Turkish Law Blog

Wrongful Behaviour and Directors’ Authority as a Constraining Mechanism

Samet Çalışkan Samet Çalışkan/ Newcastle University
15 July, 2019
427

Introduction

Directors, as principal officers, are empowered with an extensive authority to run a company and such an authority can be used for good or ill. The limitations placed on directors’ authority to enter into a binding transaction can constrain them regarding their involvement in wrongful behaviour. In order to determine the existence of such limitations, there is a need to examine how the company is typically run by the board of directors, and how their authority is regulated.

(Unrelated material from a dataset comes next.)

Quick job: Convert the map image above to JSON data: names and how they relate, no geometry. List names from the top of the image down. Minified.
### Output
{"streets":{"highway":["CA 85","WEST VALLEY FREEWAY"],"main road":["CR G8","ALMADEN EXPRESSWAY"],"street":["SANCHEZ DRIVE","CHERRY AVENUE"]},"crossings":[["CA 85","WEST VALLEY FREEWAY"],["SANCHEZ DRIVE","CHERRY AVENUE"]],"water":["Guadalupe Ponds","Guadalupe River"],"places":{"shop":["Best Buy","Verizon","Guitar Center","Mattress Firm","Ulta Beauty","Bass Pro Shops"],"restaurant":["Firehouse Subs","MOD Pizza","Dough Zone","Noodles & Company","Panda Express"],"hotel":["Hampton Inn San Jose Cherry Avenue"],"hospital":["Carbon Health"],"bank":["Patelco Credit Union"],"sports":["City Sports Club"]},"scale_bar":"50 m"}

A public limited company’s ‘decision-making structure is principally an authority-based one’.[1] This leads to a ‘board-centric form of corporate governance’ which Bainbridge identified as ‘director primacy’.[2] Although the board of directors in modern companies is an organ invested with great decision making power for the running of the company, it does not normally take all day to day decisions by itself. Its power is allocated to a particular director who automatically becomes responsible for a specific task, and this allocation is recognized by statute and common law.

Articles of Association

In the UK, companies registered after 1 May 2009 can design their articles of association based on the Model Articles, and Table A for companies registered before this date, and they both confer authority on directors to bind the company and authorize others. Regulations 70–72 of Table A provide authority to directors to delegate their powers and allocate their responsibilities. Regulation 70 states that,

Subject to the provisions of the Act, the memorandum and the articles, and to any directions given by special resolution, the business of the company shall be managed by the directors who may exercise all the powers of the company…The powers given by this regulation shall not be limited by any special power given to the directors by the articles and a meeting of directors at which a quorum is present may exercise all powers exercisable by the directors.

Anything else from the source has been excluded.